Supplied data:
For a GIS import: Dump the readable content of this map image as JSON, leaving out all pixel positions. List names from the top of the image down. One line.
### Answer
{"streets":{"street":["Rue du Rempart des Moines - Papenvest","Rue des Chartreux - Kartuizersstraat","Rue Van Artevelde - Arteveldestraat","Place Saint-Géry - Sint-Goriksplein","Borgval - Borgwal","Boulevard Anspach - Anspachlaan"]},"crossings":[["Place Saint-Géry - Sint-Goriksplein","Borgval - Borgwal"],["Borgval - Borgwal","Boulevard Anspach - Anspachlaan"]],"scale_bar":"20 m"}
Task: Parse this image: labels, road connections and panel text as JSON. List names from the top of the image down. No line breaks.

...

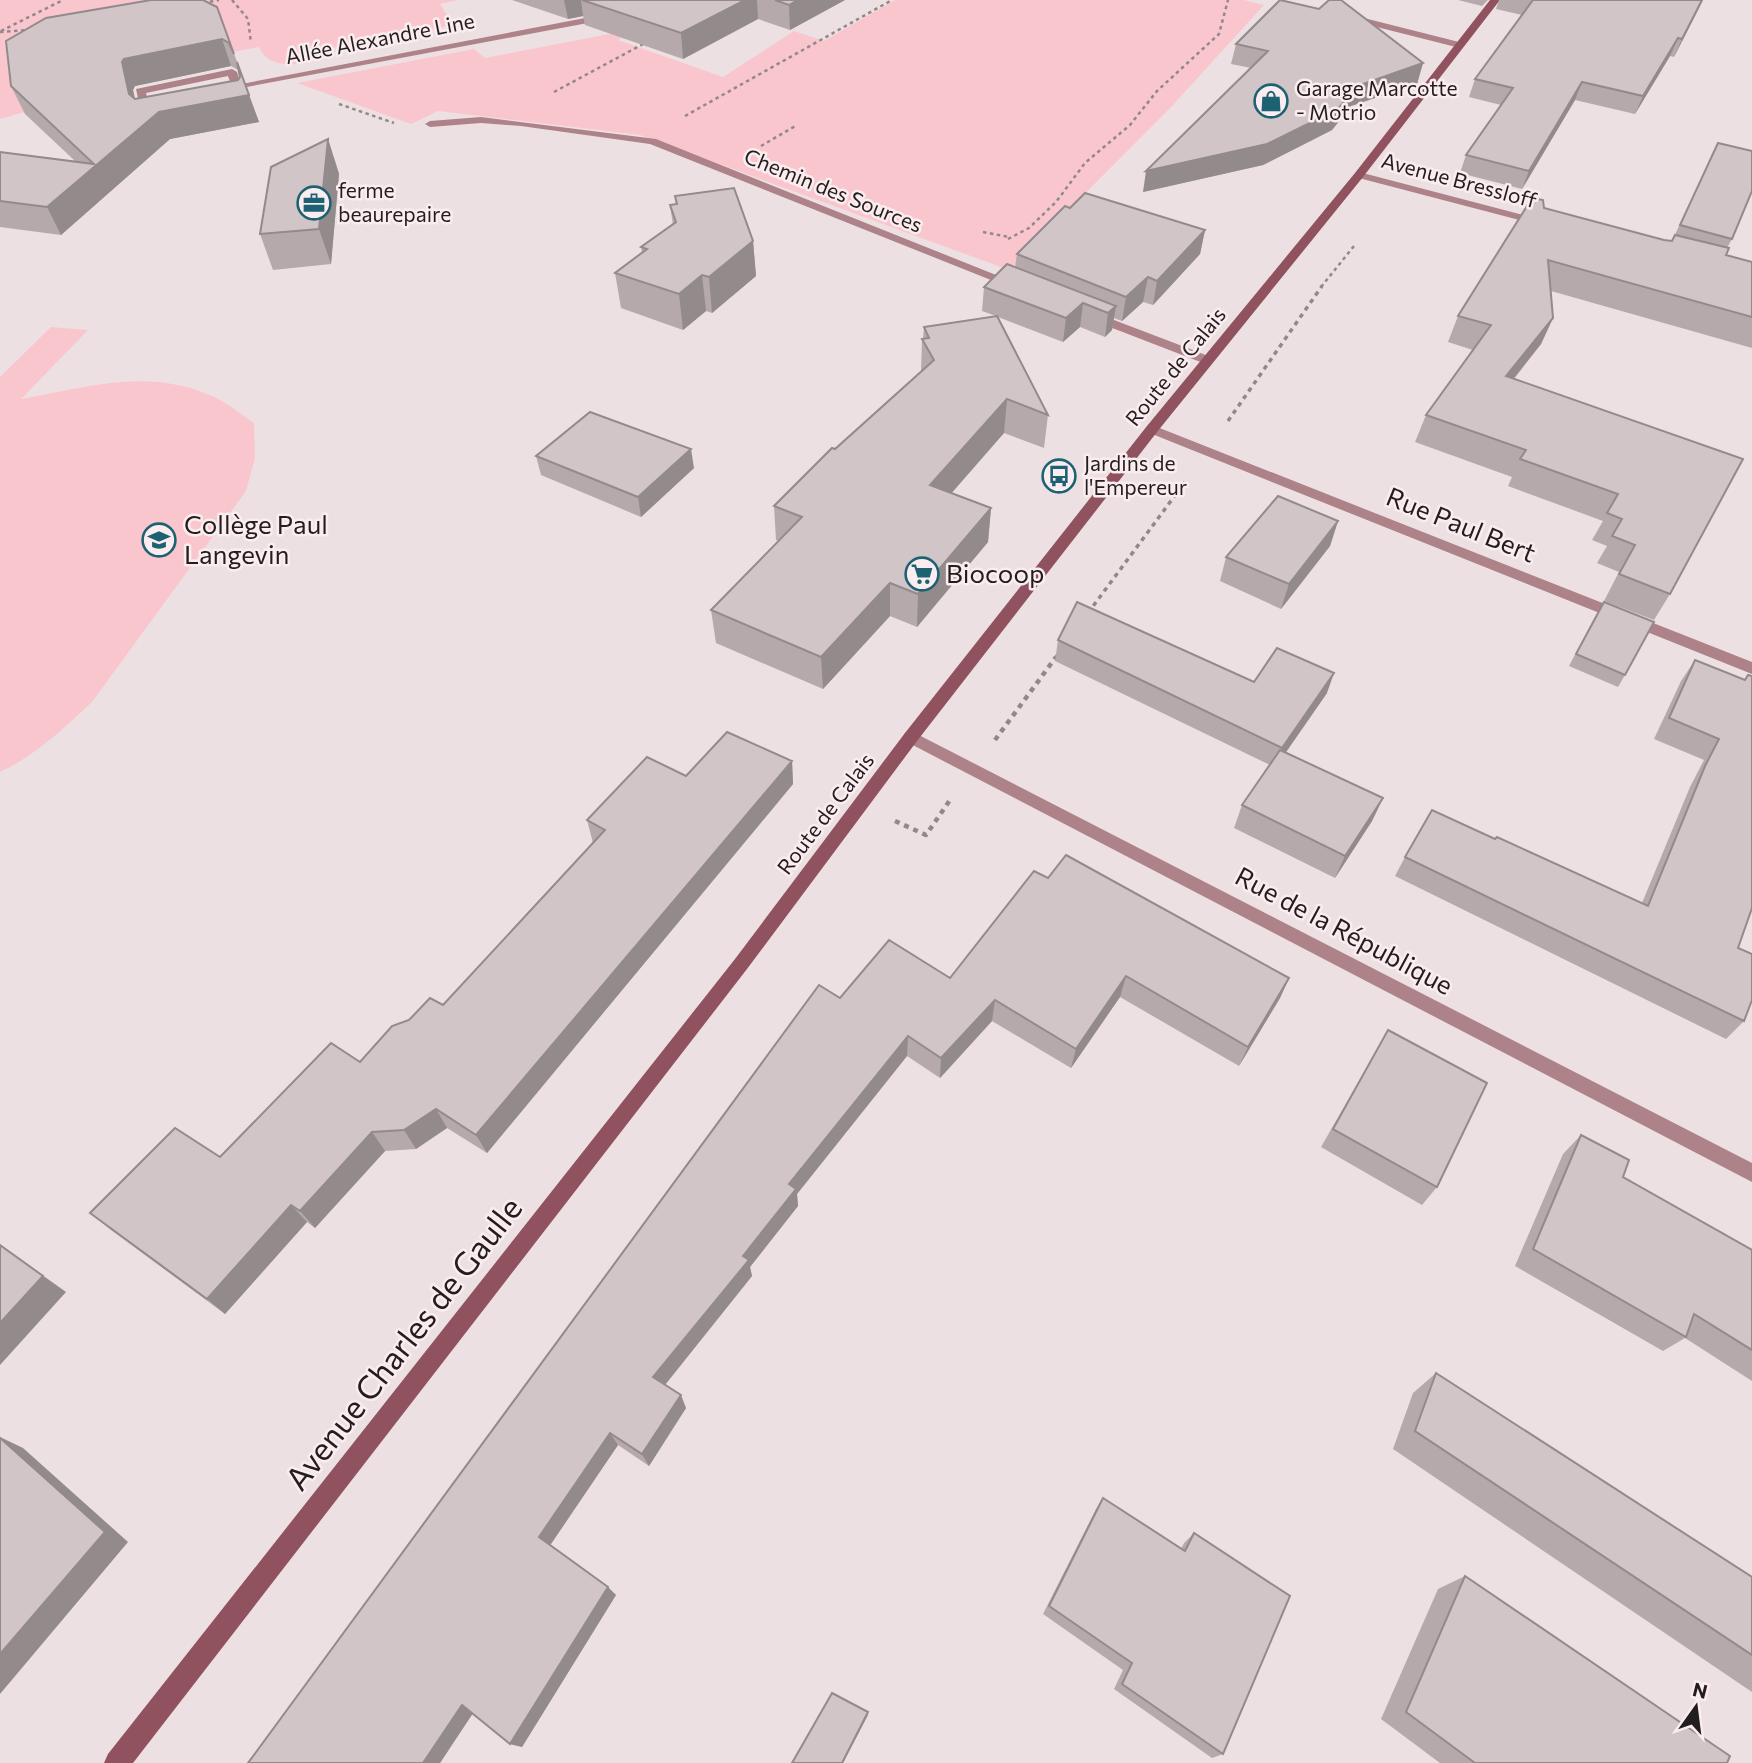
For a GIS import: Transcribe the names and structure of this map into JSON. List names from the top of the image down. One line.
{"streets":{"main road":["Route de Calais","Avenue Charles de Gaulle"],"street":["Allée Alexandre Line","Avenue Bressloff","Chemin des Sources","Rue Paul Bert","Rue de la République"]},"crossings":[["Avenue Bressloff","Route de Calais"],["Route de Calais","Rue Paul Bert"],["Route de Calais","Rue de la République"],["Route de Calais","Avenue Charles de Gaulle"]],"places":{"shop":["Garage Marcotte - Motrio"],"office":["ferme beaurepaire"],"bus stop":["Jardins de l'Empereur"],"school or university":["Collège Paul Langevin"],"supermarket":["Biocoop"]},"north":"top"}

Your assignment:
Within the listing above, extract exactly the lines from the line with "For a GIS import: Dump" to the line with "Task: Parse this", the two named lines included, and no others.

Answer to the exercise:
For a GIS import: Dump the readable content of this map image as JSON, leaving out all pixel positions. List names from the top of the image down. One line.
### Answer
{"streets":{"street":["Rue du Rempart des Moines - Papenvest","Rue des Chartreux - Kartuizersstraat","Rue Van Artevelde - Arteveldestraat","Place Saint-Géry - Sint-Goriksplein","Borgval - Borgwal","Boulevard Anspach - Anspachlaan"]},"crossings":[["Place Saint-Géry - Sint-Goriksplein","Borgval - Borgwal"],["Borgval - Borgwal","Boulevard Anspach - Anspachlaan"]],"scale_bar":"20 m"}
Task: Parse this image: labels, road connections and panel text as JSON. List names from the top of the image down. No line breaks.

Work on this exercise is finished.